CONSERVATIVE leader Michael Howard launched his party's East of England European campaign yesterday, confident the party could achieve the re-election of Tory Euro MEPs.

By Graham Dines

CONSERVATIVE leader Michael Howard launched his party's East of England European campaign yesterday, confident the party could achieve the re-election of Tory Euro MEPs.

The Conservatives need to poll around 42% of the total poll under the system of proportional representation chosen for the European elections across the six counties of Suffolk, Essex, Hertfordshire, Bedfordshire, Norfolk and Cambridgeshire in order to retain four MEPs.

The task has been made more difficult because the region has had its number reduced from eight to seven to accommodate MEPs from the 10 new EU states.

After touring the European Bioinformatics Centre, near Cambridge, Mr Howard believed voters would put their trust in the Tories. "Britain's future is as a positive, influential part of the European Union. But the Conservatives will stand up for Britain, putting Britain first.

"I say to our partners in Europe: if you want to integrate more closely, we won't stop you as long as you do not make us do what we don't want to do. Live and let live, flourish and let flourish.

He said there was "no doubt that some people want to go down the route of creating a state called Europe." He cited the proposed European constitution which was unveiled by its architect Valéry Giscard d'Estaing as Europe's "Philadelphia moment," meaning a document for a United States of Europe.

Geoffrey Van Orden, who heads the Tory list, said the elections were about the "livelihoods of East Anglian farmers and fishermen, about of tens of thousands of small businesses which are the engine of the local economy, and about the everyday lives of all our 5.5 million constituents because decisions taken in Brussels impact on all of them."

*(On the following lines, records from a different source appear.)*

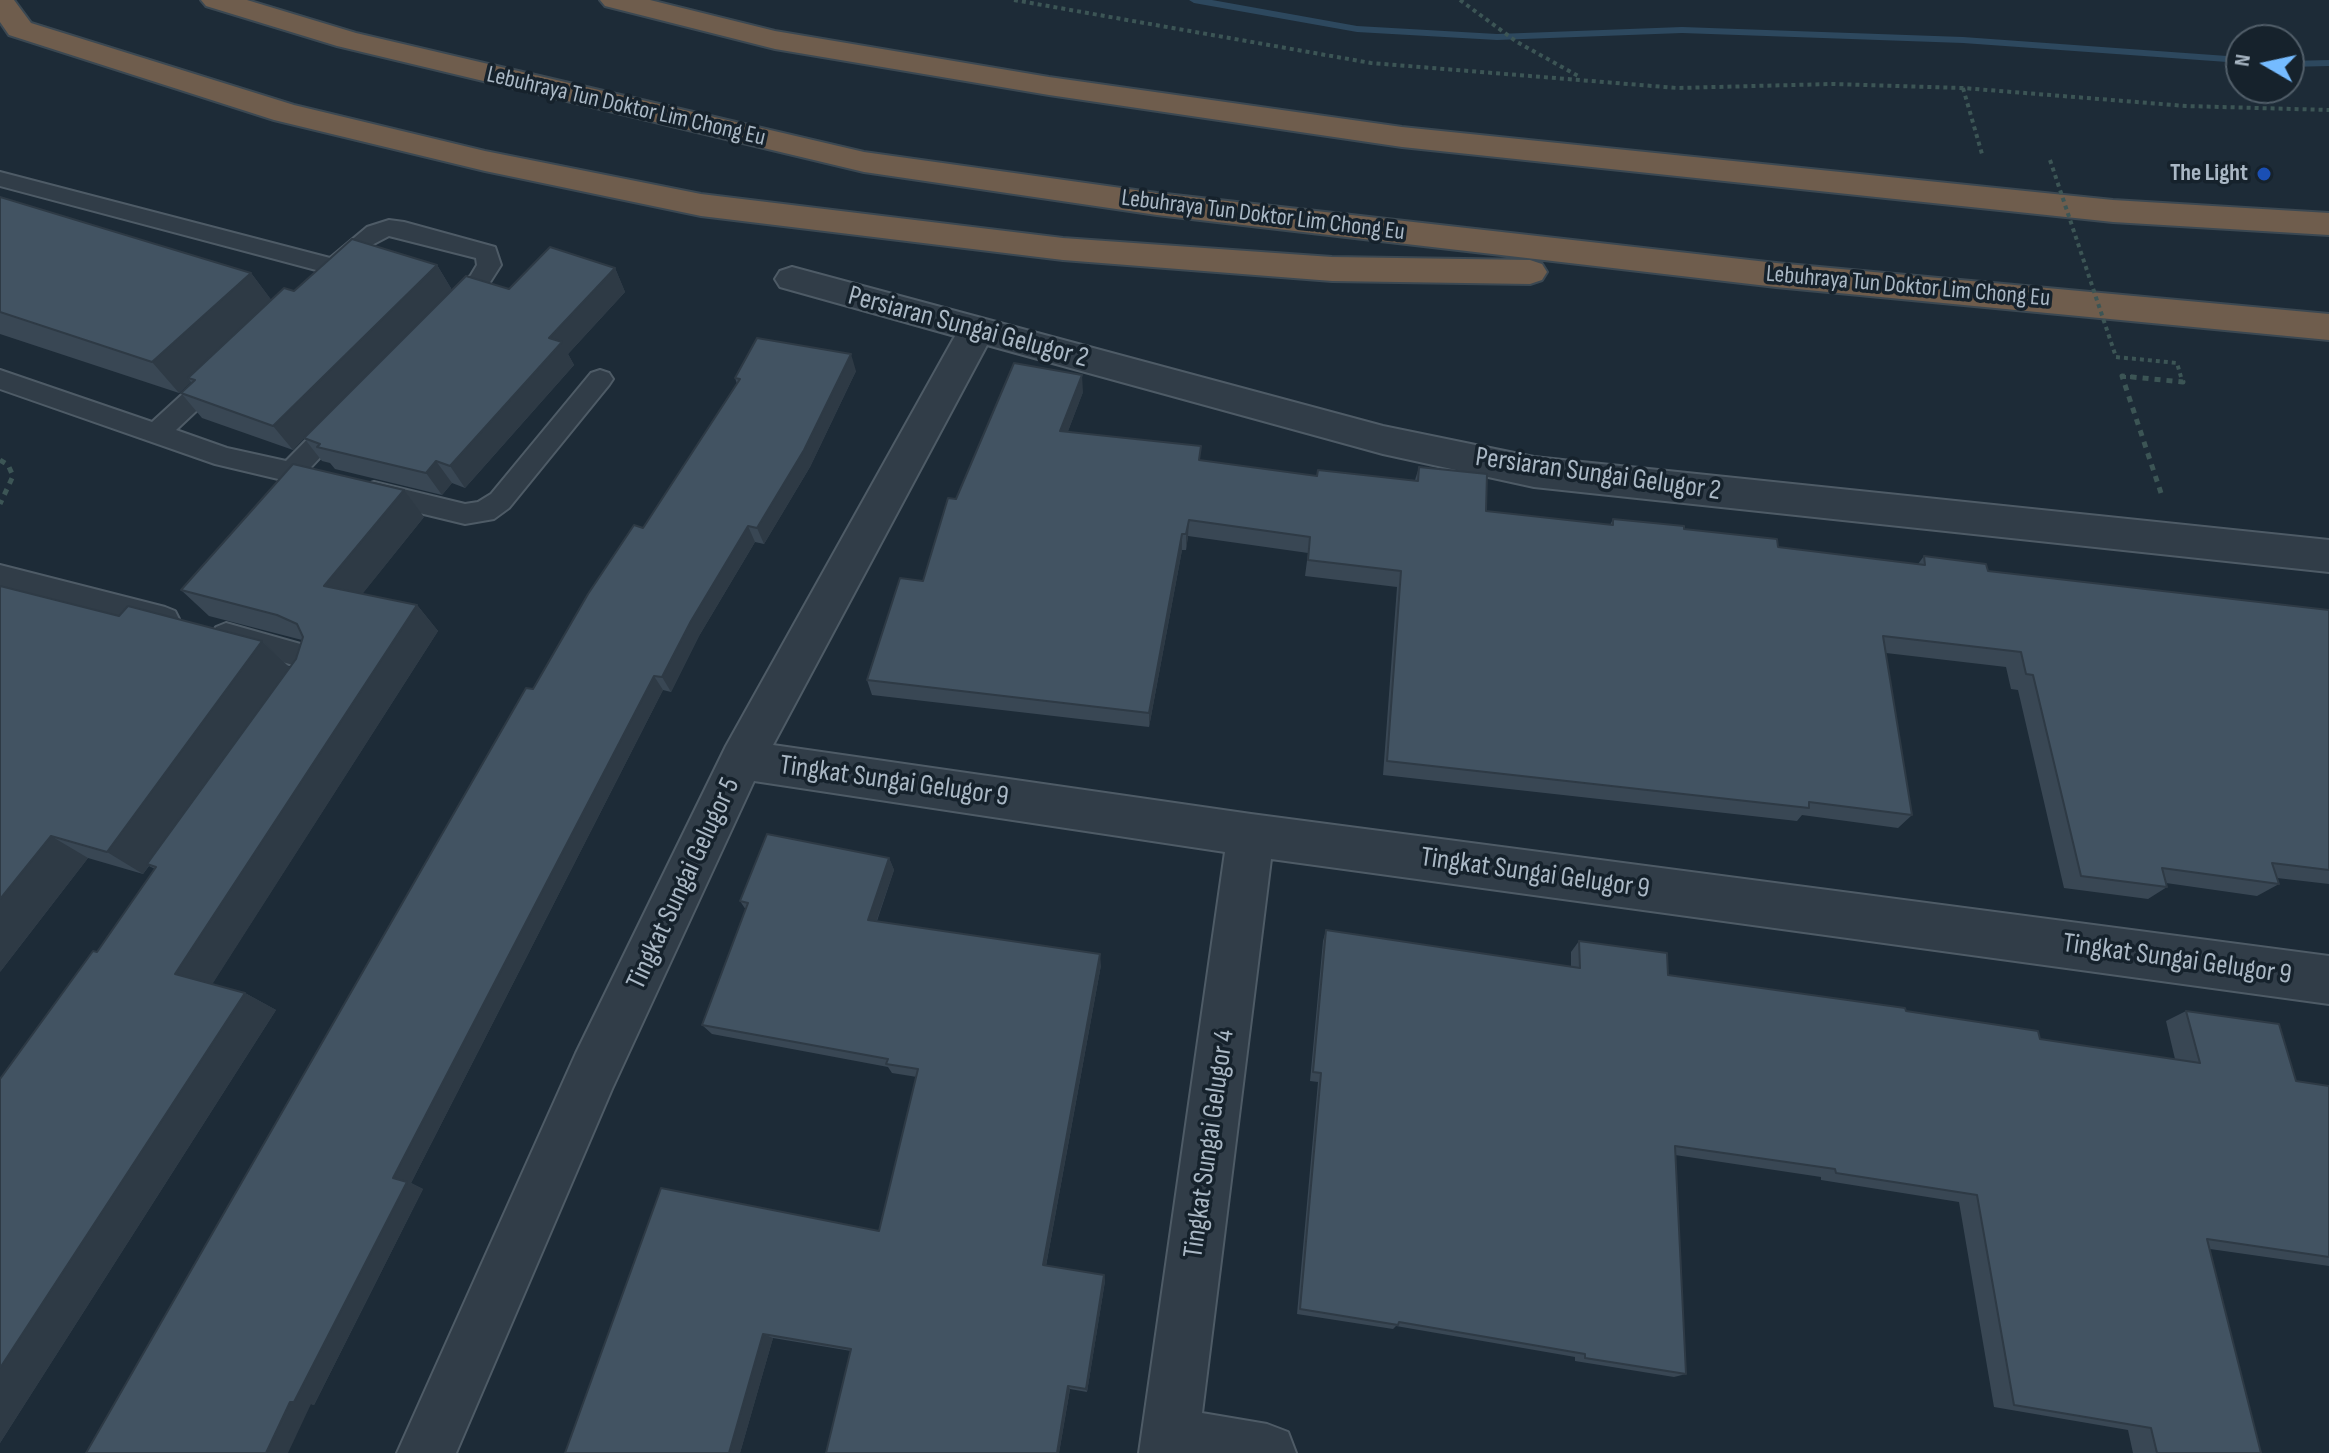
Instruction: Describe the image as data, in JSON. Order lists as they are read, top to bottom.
{
  "streets": {
    "highway": ["Lebuhraya Tun Doktor Lim Chong Eu"],
    "street": [
      "Persiaran Sungai Gelugor 2",
      "Tingkat Sungai Gelugor 9",
      "Tingkat Sungai Gelugor 5",
      "Tingkat Sungai Gelugor 4"
    ]
  },
  "crossings": [
    ["Persiaran Sungai Gelugor 2", "Tingkat Sungai Gelugor 5"],
    ["Tingkat Sungai Gelugor 9", "Tingkat Sungai Gelugor 5"],
    ["Tingkat Sungai Gelugor 9", "Tingkat Sungai Gelugor 4"]
  ],
  "places": ["The Light"],
  "north": "left"
}
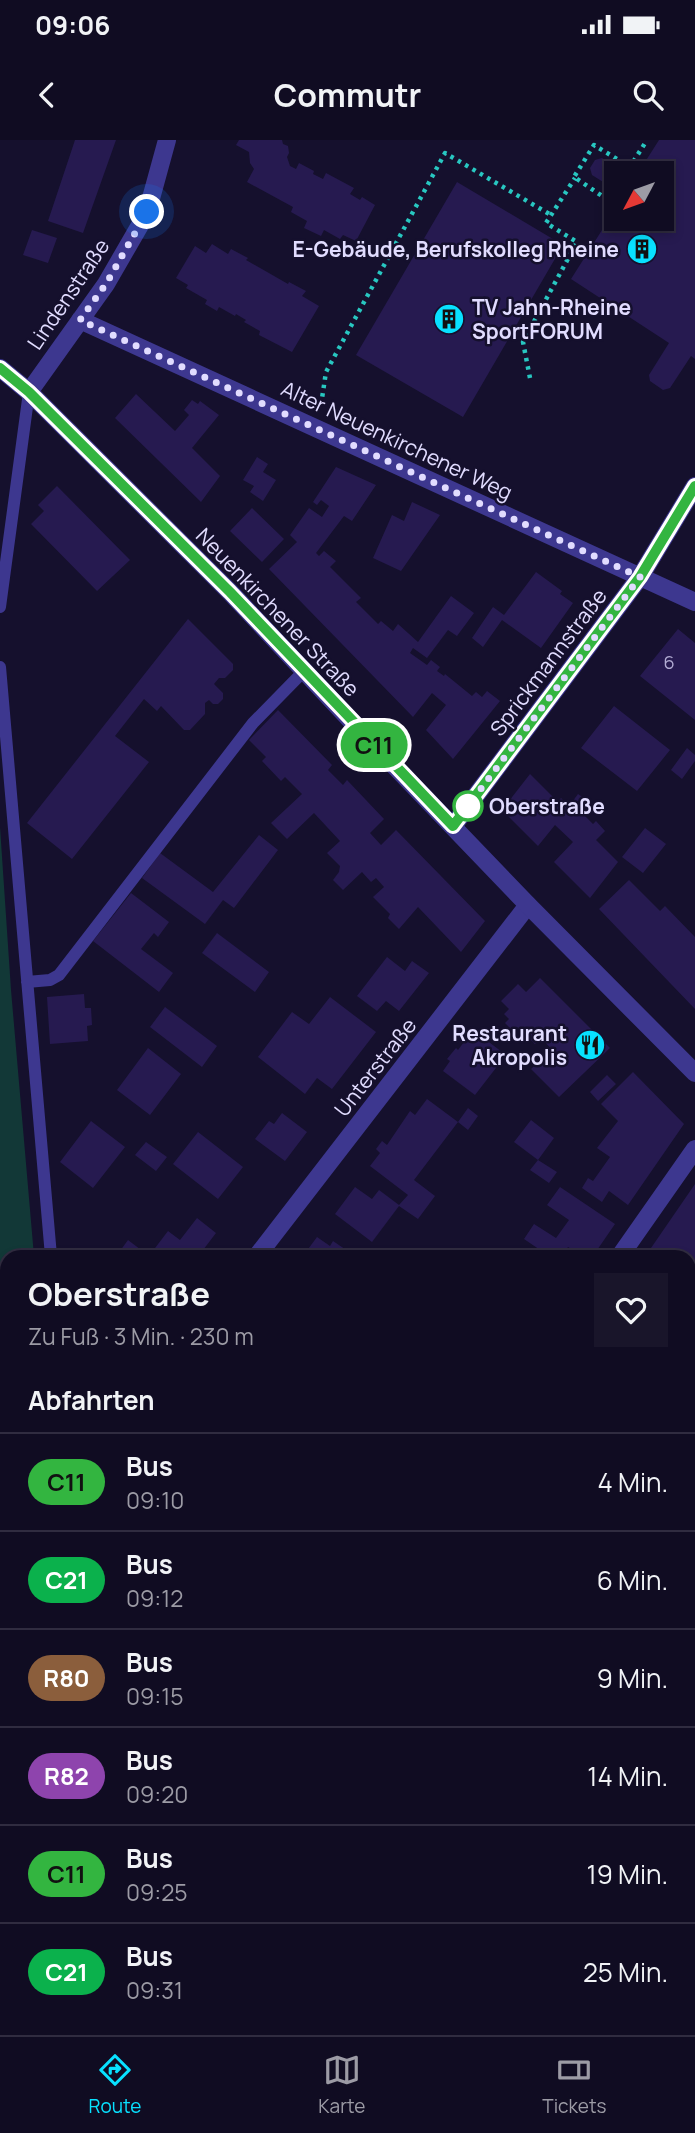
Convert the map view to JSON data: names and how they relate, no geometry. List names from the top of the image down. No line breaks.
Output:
{"streets":{"street":["Lindenstraße","Alter Neuenkirchener Weg","Neuenkirchener Straße","Sprickmannstraße","Unterstraße"]},"crossings":[["Lindenstraße","Alter Neuenkirchener Weg"],["Lindenstraße","Neuenkirchener Straße"],["Alter Neuenkirchener Weg","Sprickmannstraße"],["Neuenkirchener Straße","Sprickmannstraße"],["Neuenkirchener Straße","Unterstraße"]],"places":{"building":["E-Gebäude, Berufskolleg Rheine","TV Jahn-Rheine SportFORUM"],"other":["Oberstraße"],"restaurant":["Restaurant Akropolis"]},"lines":["bus line C11"],"house_numbers":["6"],"north":"bottom left","page":{"status":"09:06","header":"Commutr","on_map":"C11","heading":[["Oberstraße","Zu Fuß · 3 Min. · 230 m"],"Abfahrten"],"list":[{"mark":"C11","name":"Bus","note":"09:10","value":"4 Min."},{"mark":"C21","name":"Bus","note":"09:12","value":"6 Min."},{"mark":"R80","name":"Bus","note":"09:15","value":"9 Min."},{"mark":"R82","name":"Bus","note":"09:20","value":"14 Min."},{"mark":"C11","name":"Bus","note":"09:25","value":"19 Min."},{"mark":"C21","name":"Bus","note":"09:31","value":"25 Min."}],"tabs":["Route","Karte","Tickets"]}}
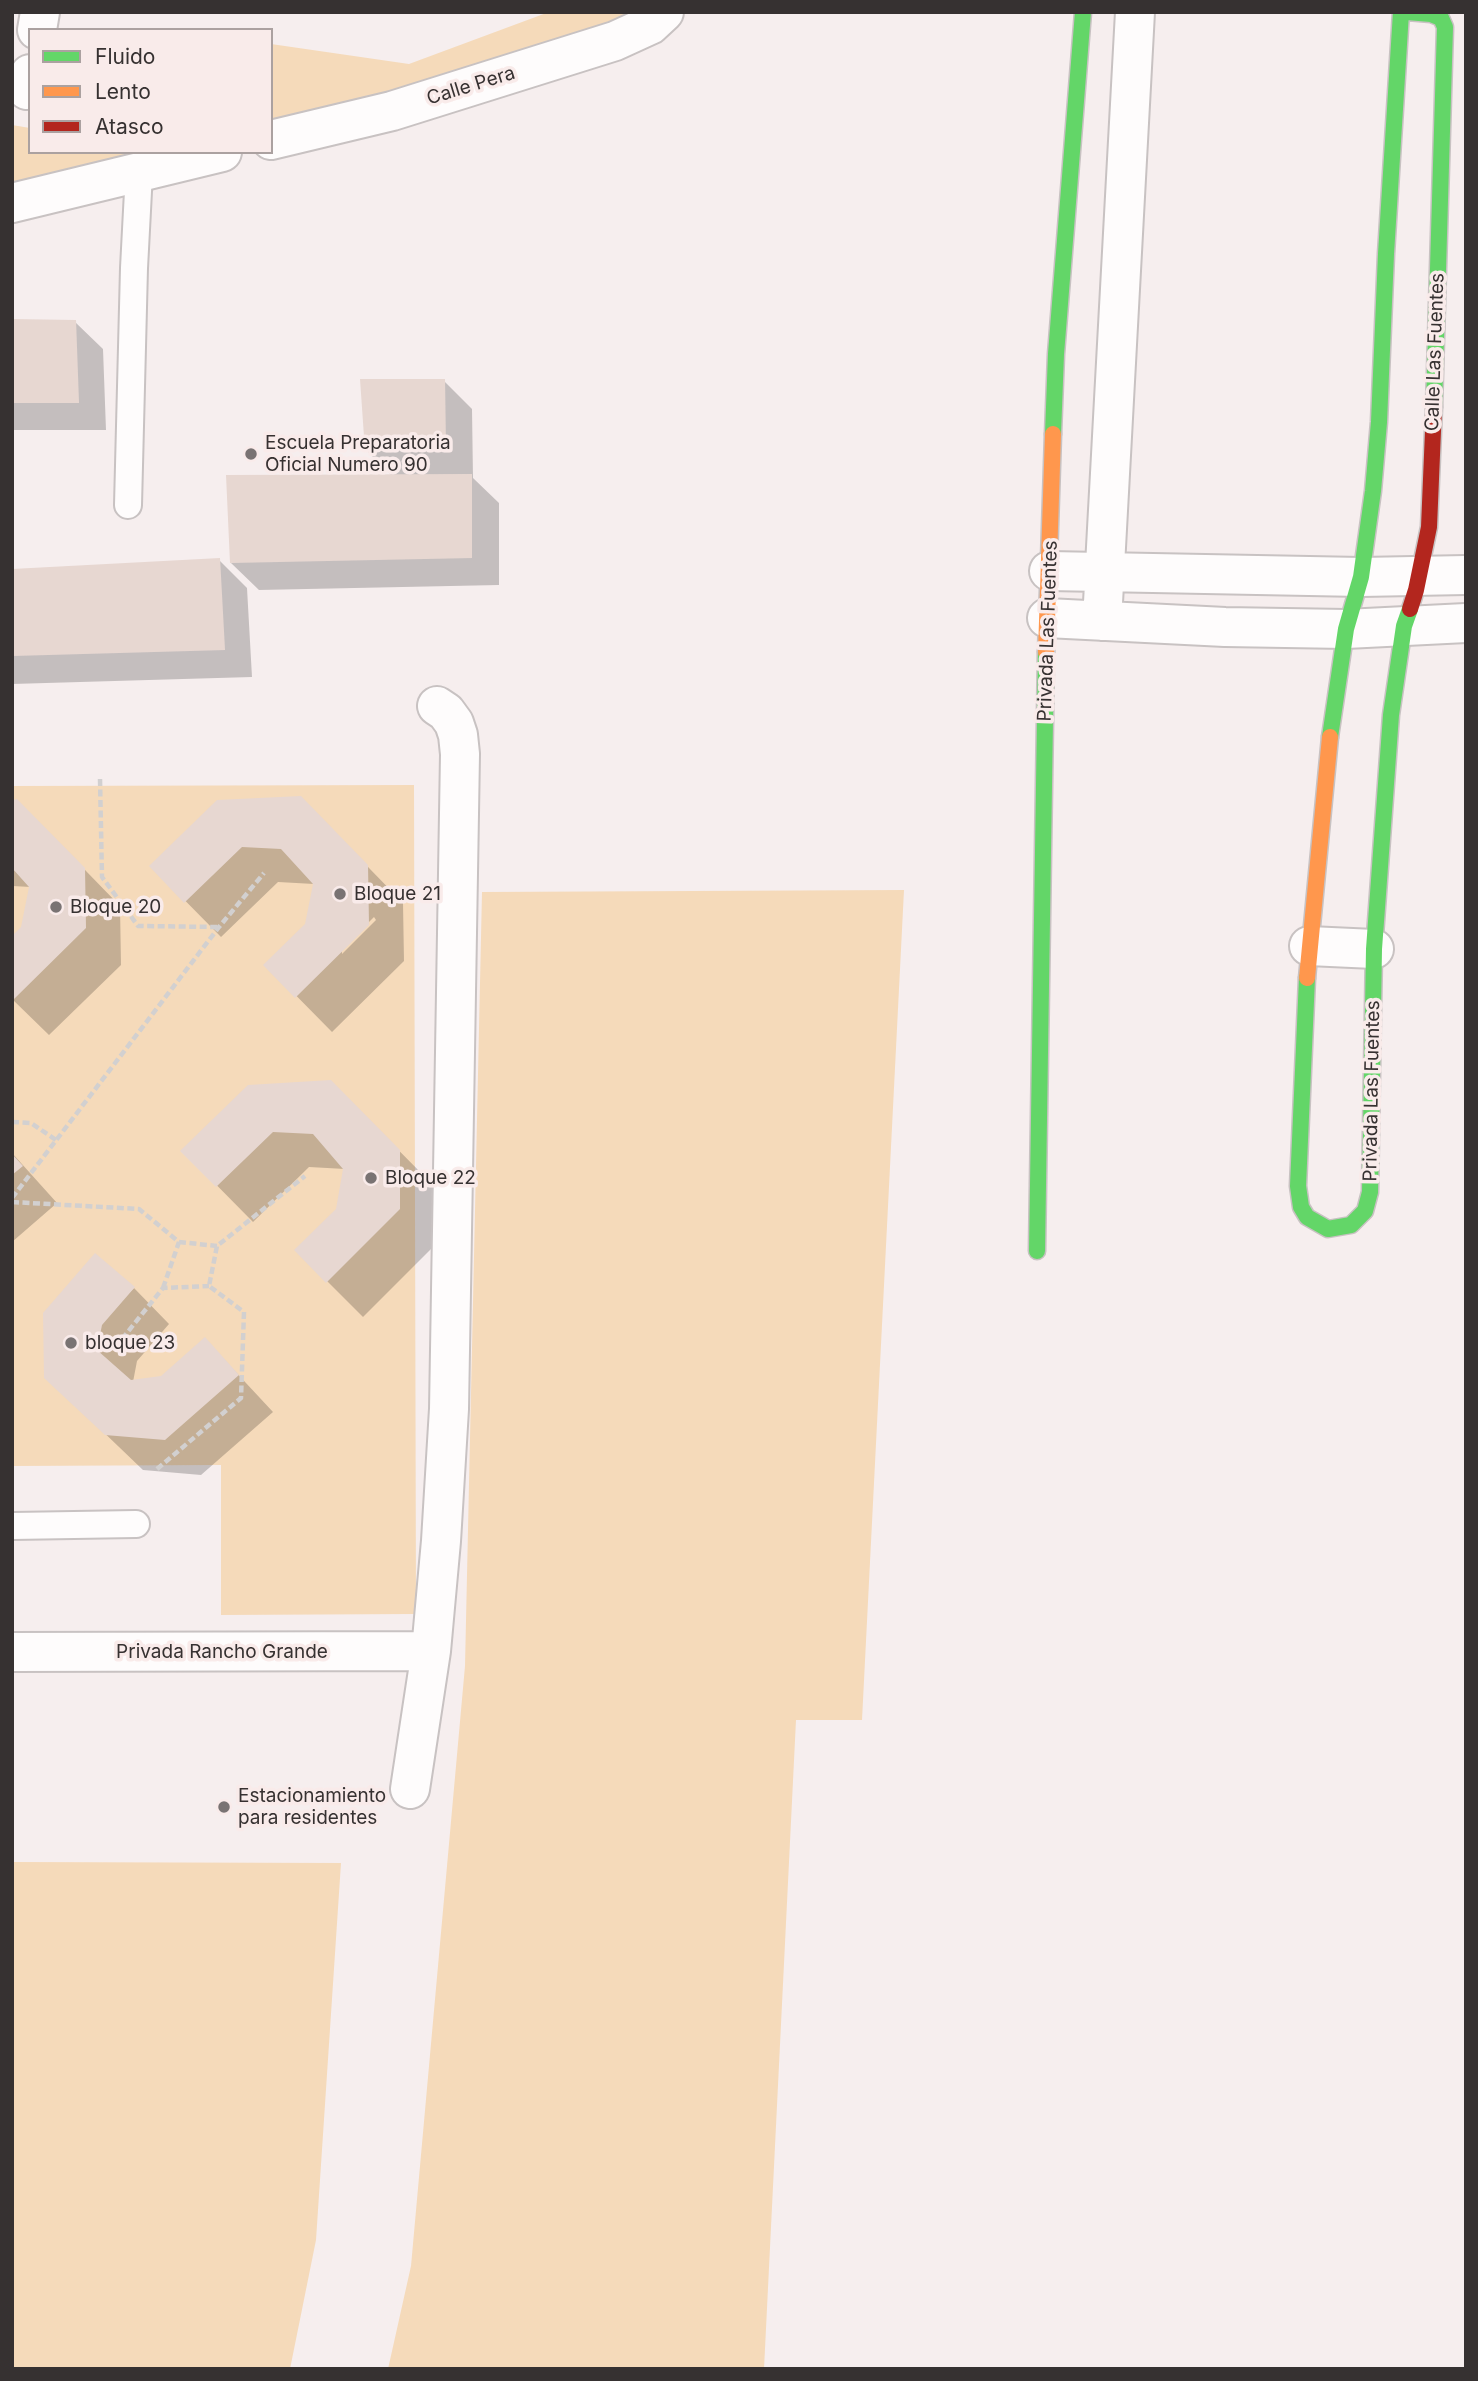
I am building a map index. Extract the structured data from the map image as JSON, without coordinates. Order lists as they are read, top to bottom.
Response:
{
  "streets": {
    "street": [
      "Calle Pera",
      "Calle Las Fuentes",
      "Privada Las Fuentes",
      "Privada Rancho Grande"
    ]
  },
  "crossings": [
    ["Calle Las Fuentes", "Privada Las Fuentes"]
  ],
  "places": [
    "Escuela Preparatoria Oficial Numero 90",
    "Bloque 21",
    "Bloque 20",
    "Bloque 22",
    "bloque 23",
    "Estacionamiento para residentes"
  ],
  "legend": ["Fluido", "Lento", "Atasco"]
}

Mr Van Orden said it made a real difference whether voters sent Socialist MEPs to Brussels to interfere in every aspect of our lives, trying to impose more and more suffocating rules, regulations and costs on the economy,

Liberal Democrats who wanted to take the UK headlong into a federal European State, or Conservatives who would "defend national sovereignty, oppose the European Constitution, and bear down on maladministration and waste in the Commission."

Polling day is June 10, and the votes will be counted on June 13, the day the rest of EU nations vote.